A food truck operator has traditionally sold 75 bowls of noodle soup each day. He moves to a new location and after a week sees that he has averaged 85 bowls of noodle soup sales each day. He runs a one-sided hypothesis test to determine if his daily sales at the new location have increased. The p-value of the test is 0.031. How should he interpret the p-value? * There is a 3.1% chance that the true mean of soup sales at the new location is 85 bowls a day. * There is a 96.9% chance that the true mean of soup sales at the new location is greater than 75 bowls a day. * There is a 96.9% chance that the sample mean of soup sales at the new location is 85 bowls a day. * There is a 3.1% chance of obtaining a sample with a mean of 85 or higher assuming that the true mean sales at the new location is still equal to or less than 75 bowls a day. * There is a 96.9% chance that the true mean of soup sales at the new location is within 3.1 bowls of 85 bowls a day.

There is a 3.1% chance that the true mean of soup sales at the new location is 85 bowls a day. P-values do not provide information about the likelihood that the mean’s true value is equal to any specific number, such as the point forecast of 85 bowls per day. There is a 96.9% chance that the true mean of soup sales at the new location is greater than 75 bowls a day. The p-value does not provide us with the likelihood of the alternative hypothesis being true; it provides us with the likelihood of the sample being observed if the null hypothesis were true. There is a 96.9% chance that the sample mean of soup sales at the new location is 85 bowls a day. We have already determined that the sample mean at the new location is 85 bowls a day; therefore there is a 100% chance that the sample mean is 85. **There is a 3.1% chance of obtaining a sample with a mean of 85 or higher assuming that the true mean sales at the new location is still equal to or less than 75 bowls a day.** **The p-value provides us with the likelihood of the sample value equal to or more extreme than the observed sample value if the null hypothesis is true. In this case the p-value of 0.031 tells us that there would be a 3.1% chance of the sample value of 85 or above being observed if the null hypothesis were true.** There is a 96.9% chance that the true mean of soup sales at the new location is within 3.1 bowls of 85 bowls a day. The p-value is a probability, not a measure of variability and therefore cannot be used to construct a confidence interval.

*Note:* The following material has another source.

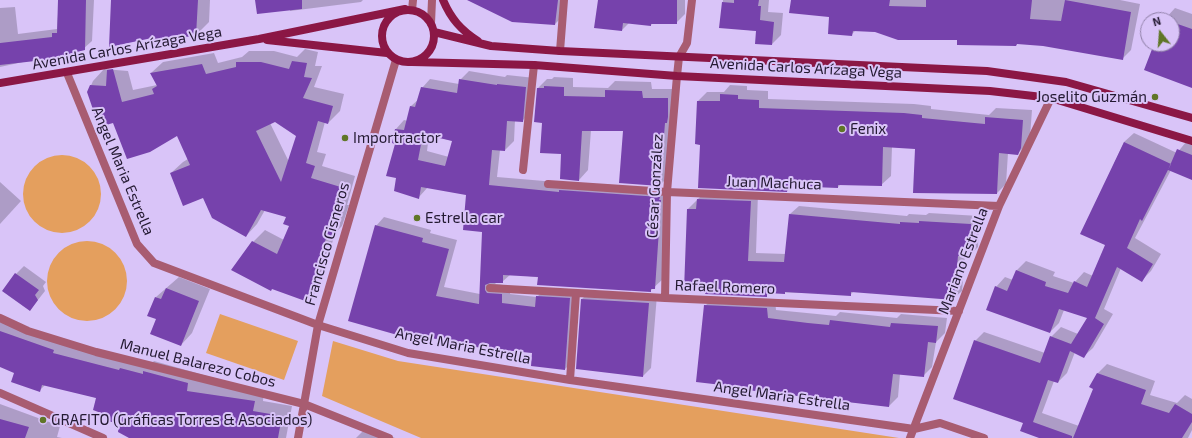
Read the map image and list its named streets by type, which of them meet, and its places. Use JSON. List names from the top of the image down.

An automotive manufacturer has developed a new type of tire that the research team believes to increase fuel efficiency. The manufacturer wants to test if there is an increase in the mean gas mileage of mid-sized sedans that use the new type of tire, compared to 32 miles per gallon, the historic mean gas mileage of mid-sized sedans not using the new tires. The automotive manufacturer should perform a _____________ hypothesis test to \_\_\_\_\_\_\_\_\_\_\_\_\_. * one-sided, analyze a change in a single population * two-sided, analyze a change in a single population * one-sided, compare two populations * two-sided, compare two populations

**one-sided, analyze a change in a single population** **The manufacturer believes that the new tires change fuel efficiency in a single direction (i.e., that efficiency increases) and thus should use a one-sided hypothesis test. The automotive manufacturer is analyzing the change of a single population mean compared to the known historic population mean of gas mileage in mid-sized sedans.** two-sided, analyze a change in a single population Two-sided tests are used when there are no a priori predictions or strongly held beliefs about the direction of change. The manufacturer believes that the new tires change fuel efficiency in a single direction and thus should use a one-sided hypothesis test. The automotive manufacturer is analyzing the change of a single population mean compared to the historic population mean of gas mileage in mid-sized sedans. The historic population mean is a stated value and is not considered a separate population. (If we were comparing the fuel efficiency of a sample of cars without the new tires to a sample of cars using the new tires we would use a two population test.) one-sided, compare two populations The manufacturer believes that the new tires change fuel efficiency in a single direction and thus should use a one-sided hypothesis test. The automotive manufacturer is analyzing the change of a single population mean compared to the historic population mean of gas mileage in mid-sized sedans. The historic population mean is not considered a separate population. (If we were comparing the fuel efficiency of a sample of cars without the new tire type to a sample of cars using the new tires we would use a two population test.) two-sided, compare two populations Two-sided tests are used when there are no a priori predictions or strongly held beliefs about the direction of change. The manufacturer believes that the new tires change fuel efficiency in a single direction and thus should use a one-sided hypothesis test. The automotive manufacturer is analyzing the change of a single population mean compared to the historic population mean of gas mileage in mid-sized sedans. The historic population mean is a stated value and is not considered a separate population. (If we were comparing the fuel efficiency of a sample of cars without the new tires to a sample of cars using the new tires we would use a two population test.)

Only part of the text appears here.